Asked by Times Radio yesterday if the Government has full confidence in Ms Siddiq, Science Secretary Peter Kyle would only say: ‘We need to wait for the outcome of that inquiry. And so I have full confidence in the process and the country needs to rest assured that we’ve given that commissioner more powers and more independence. So that process must now carry on.’
In a separate interview with Sky News, he insisted that Sir Keir Starmer – a close friend as well as a constituency neighbour of Ms Siddiq – would act on the findings of watchdog Sir Laurie Magnus.

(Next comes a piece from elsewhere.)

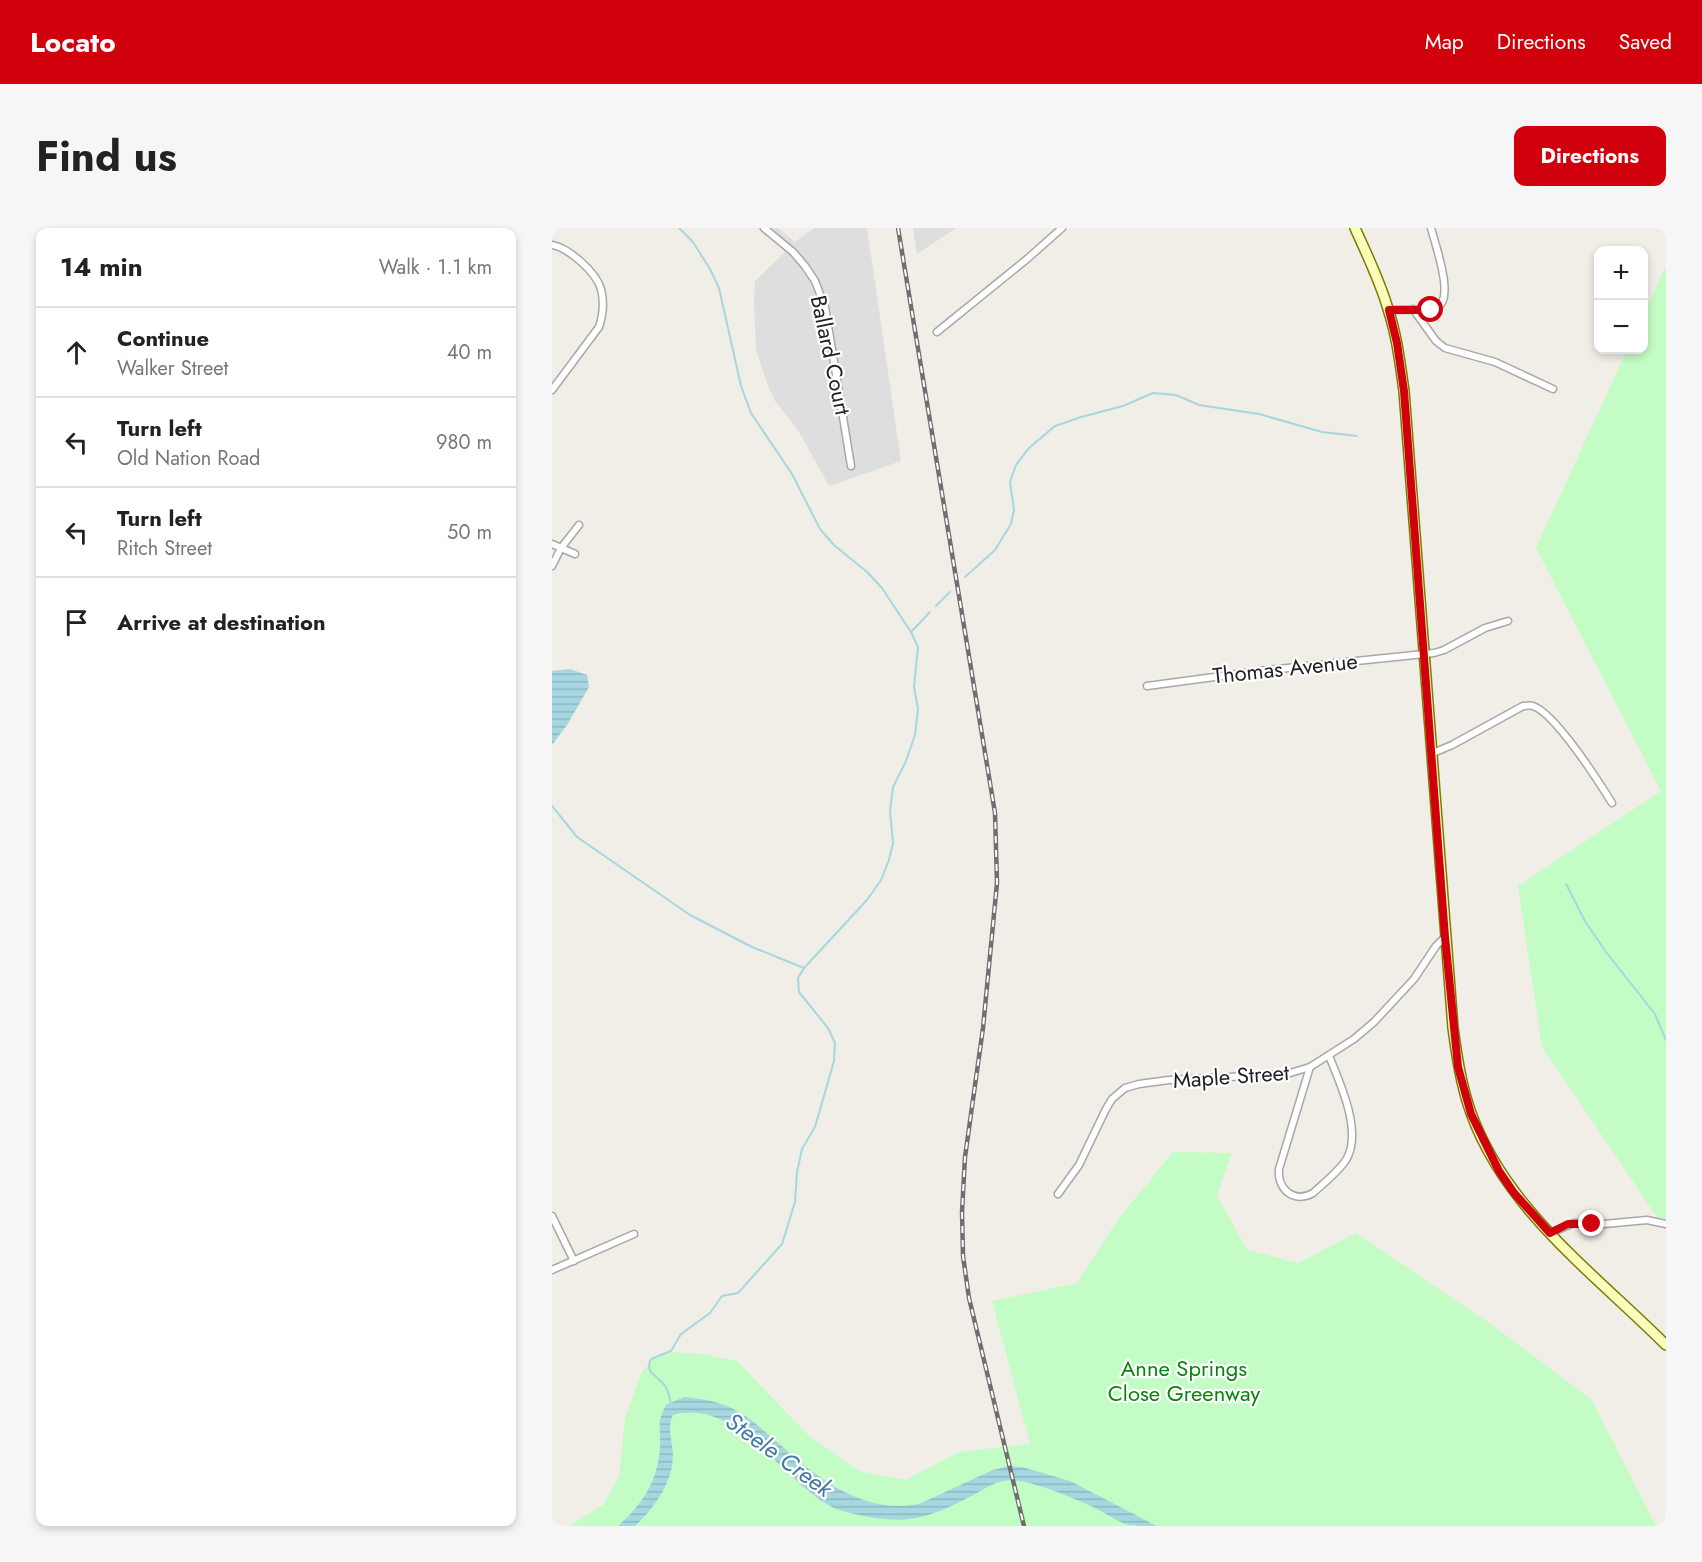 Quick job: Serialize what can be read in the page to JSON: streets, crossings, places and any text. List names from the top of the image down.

Mr Kyle said: ‘I think the right way to go through this is to allow the authorities to investigate, we have given more powers to those authorities to do independent investigations, and you know full well when it comes to Keir Starmer he will listen to what the authorities say.’

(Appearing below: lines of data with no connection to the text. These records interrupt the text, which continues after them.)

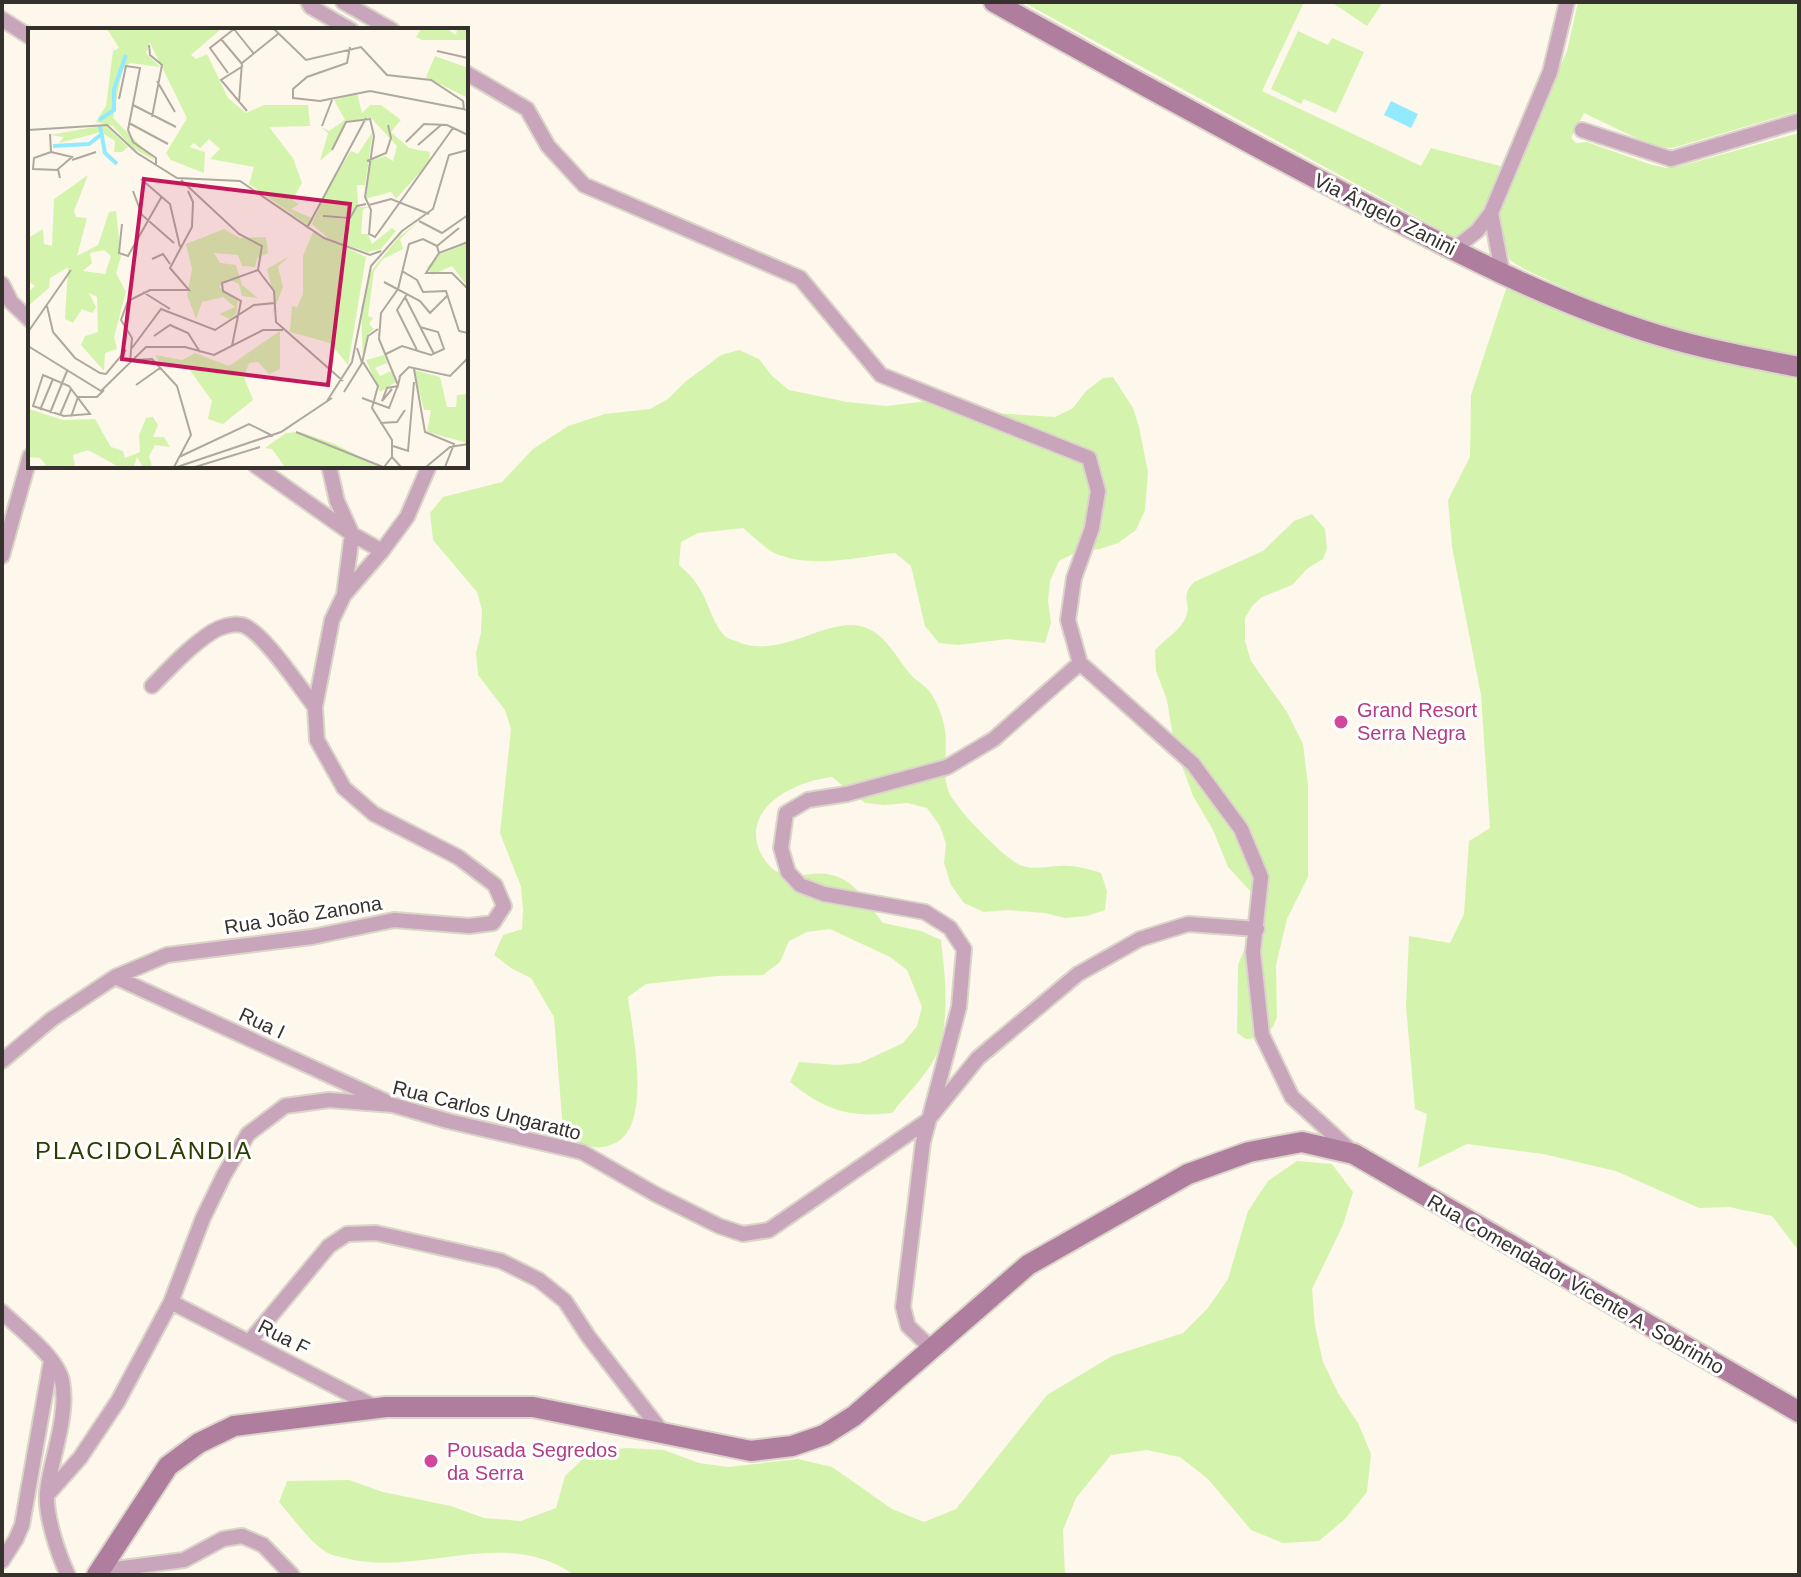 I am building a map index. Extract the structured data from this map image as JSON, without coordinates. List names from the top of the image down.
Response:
{
  "streets": {
    "street": [
      "Via Ângelo Zanini",
      "Rua João Zanona",
      "Rua I",
      "Rua Carlos Ungaratto",
      "Rua Comendador Vicente A. Sobrinho",
      "Rua F"
    ]
  },
  "crossings": [
    ["Rua João Zanona", "Rua I"],
    ["Rua I", "Rua Carlos Ungaratto"],
    ["Rua Carlos Ungaratto", "Rua F"],
    ["Rua Comendador Vicente A. Sobrinho", "Rua F"]
  ],
  "districts": ["PLACIDOLÂNDIA"],
  "places": ["Grand Resort Serra Negra", "Pousada Segredos da Serra"]
}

However the Tories say that Ms Siddiq should be removed now as she is unable to carry on her role, having been forced to cancel a planned trip to China because of the furore.

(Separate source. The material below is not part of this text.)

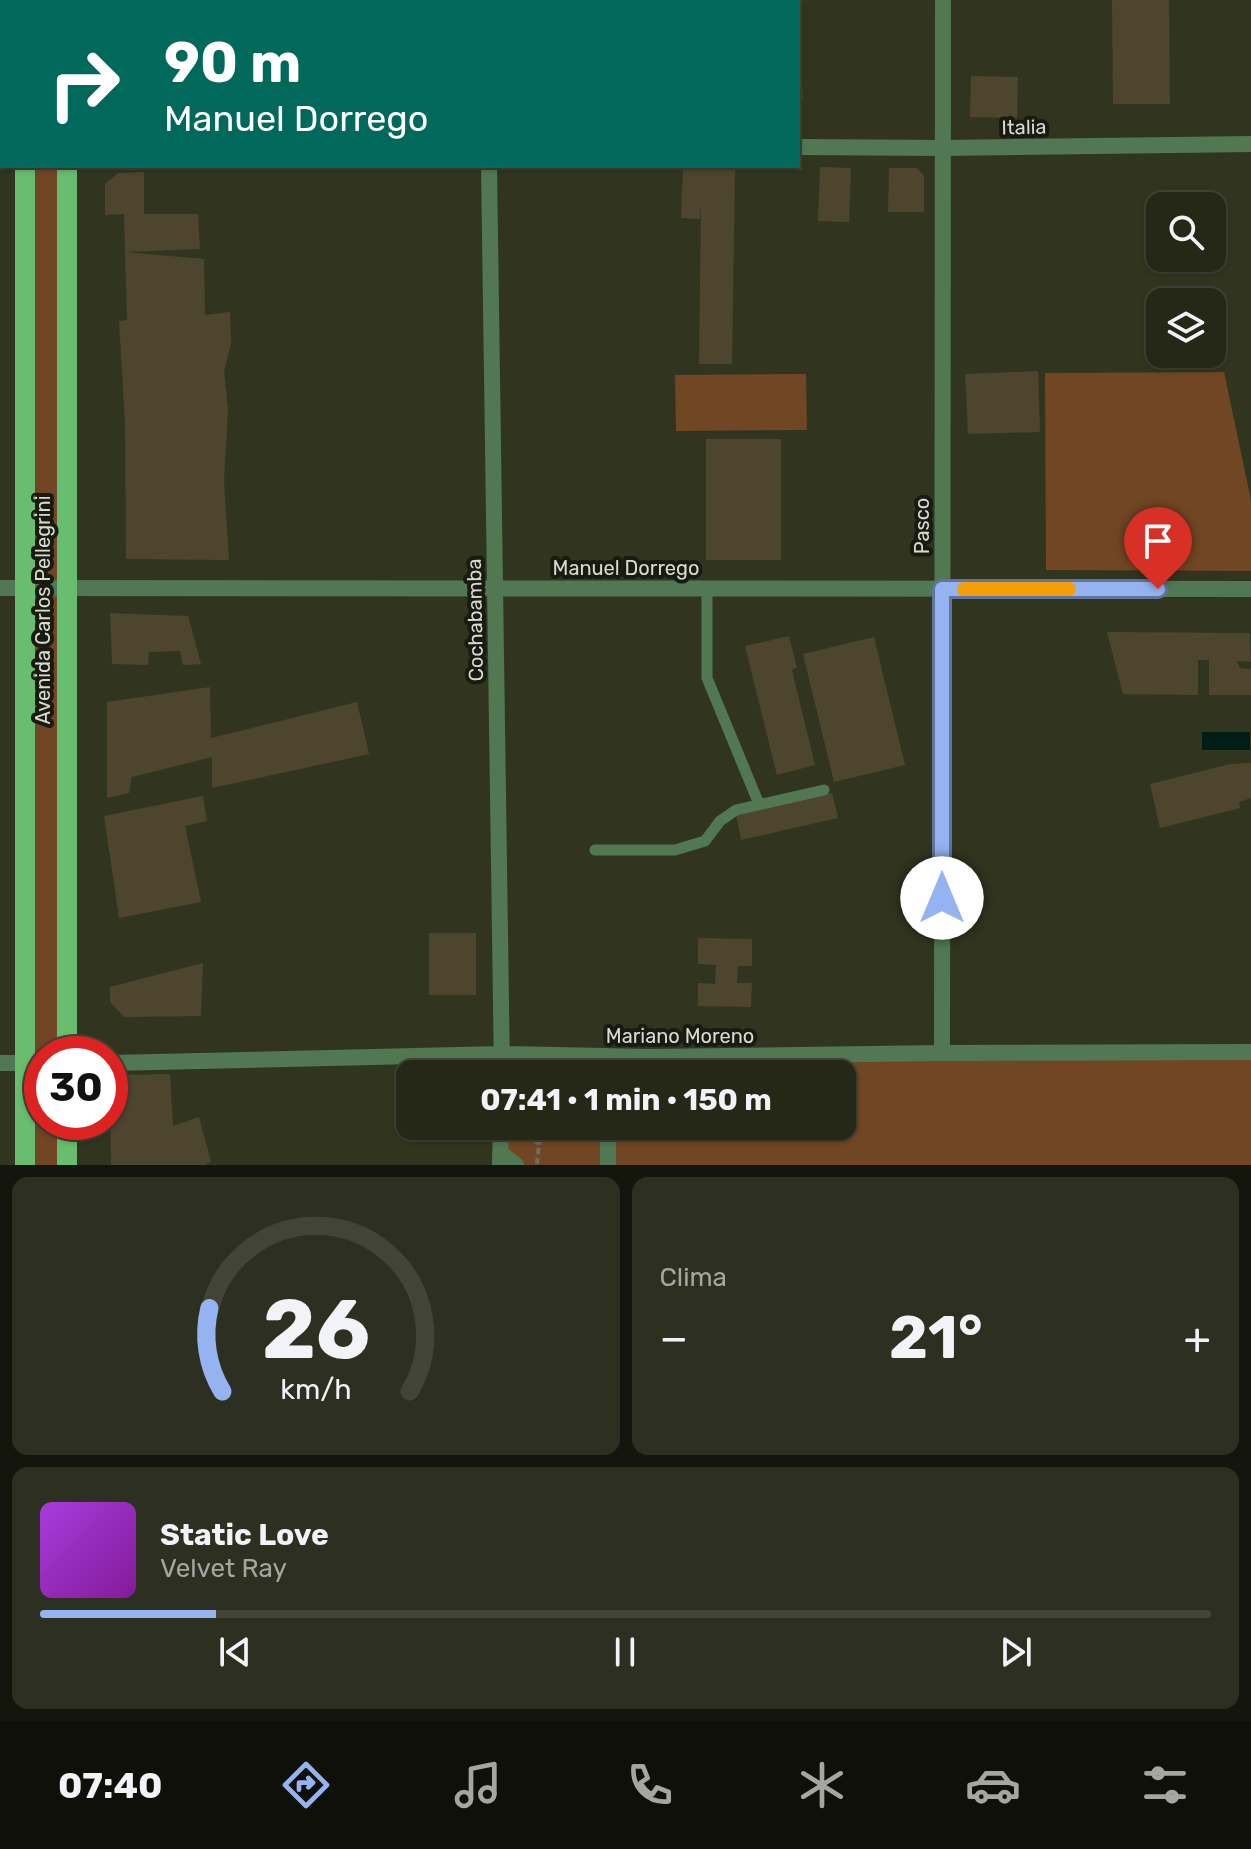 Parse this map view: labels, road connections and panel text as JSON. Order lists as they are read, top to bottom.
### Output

Shadow Chancellor Mel Stride said: ‘Because she is the anti-corruption minister, she has serious charges laid against her now, or serious accusations around corruption, and it’s going to be really impossible for her to do that job under current circumstances.
‘So she should step down, and the Prime Minister needs to get a grip of that.’
Last night it emerged that Labour Party posters and flyers produced by Ms Siddiq have been found in the ruined presidential palace in Bangladesh’s capital Dhaka, despite her previous insistence that she never discussed politics with her aunt.
Ms Siddiq has insisted: ‘I am clear that I have done nothing wrong.’
London homes at the centre of the storm
£700,000 Kings Cross flat
Tulip Siddiq received this two-bedroom apartment as a gift in 2004 from developer Abdul Motalif, who has links to her aunt. The MP still owns the property and rents it out at more than £10,000 per year, parliamentary records show. When The Mail on Sunday confronted Ms Siddiq about the flat two years ago, she said it had not been a gift but was bought by her parents.
£1.3 million Golders Green house
£1.3m Golders Green house: The Economic Secretary to the Treasury’s mother, Sheikh Rehana, lives rent-free in this smart semi-detached home near Hampstead Heath in north London. The property is owned by the family of billionaire Salman F Rahman, a former minister in the government of Sheikh Hasina, Ms Siddiq’s aunt, who is now being held in custody in Bangladesh accused of ‘crimes against humanity’ and corruption.
£650,000 flat in Hampstead
This three-bedroom flat was home to Ms Siddiq and her husband Christian Percy between 2012 and 2016. It was given to her by her sister Azmina, who received it as a gift in 2009 from Moin Ghani, a Bangladeshi lawyer, who represented their aunt Sheikh Hasina’s government.
£865,000 flat in Golders Green
Ms Siddiq was investigated by the Parliamentary Standards Authority and forced to apologise after failing to declare rental income from this property for 14 months. She and her husband bought it in 2018, paying off the mortgage within five years. They left two years ago.
£2.2m East Finchley house
This semi-detached property is owned by Abdul Karim, an executive member of the UK wing of Ms Siddiq’s aunt’s Awami League. Ms Siddiq and her family moved into it two years ago. She has refused to say how much rent she is paying to Mr Karim, who was granted special status as a ‘Commercially Important Person’ in Bangladesh after she moved in. He is vice-chairman of the Shahjalal Islami Bank, with shares worth £1.2million.
£350,000 flat in Finchley
The apartment in this mansion block was owned by Kazi Zafarullah, a Bangladeshi industrialist who is a member of the Awami League’s central executive committee. The electoral register shows that Ms Siddiq’s mother, Sheikh Rehana, and her sister Azmina lived at the property in north London between 2009 and 2013.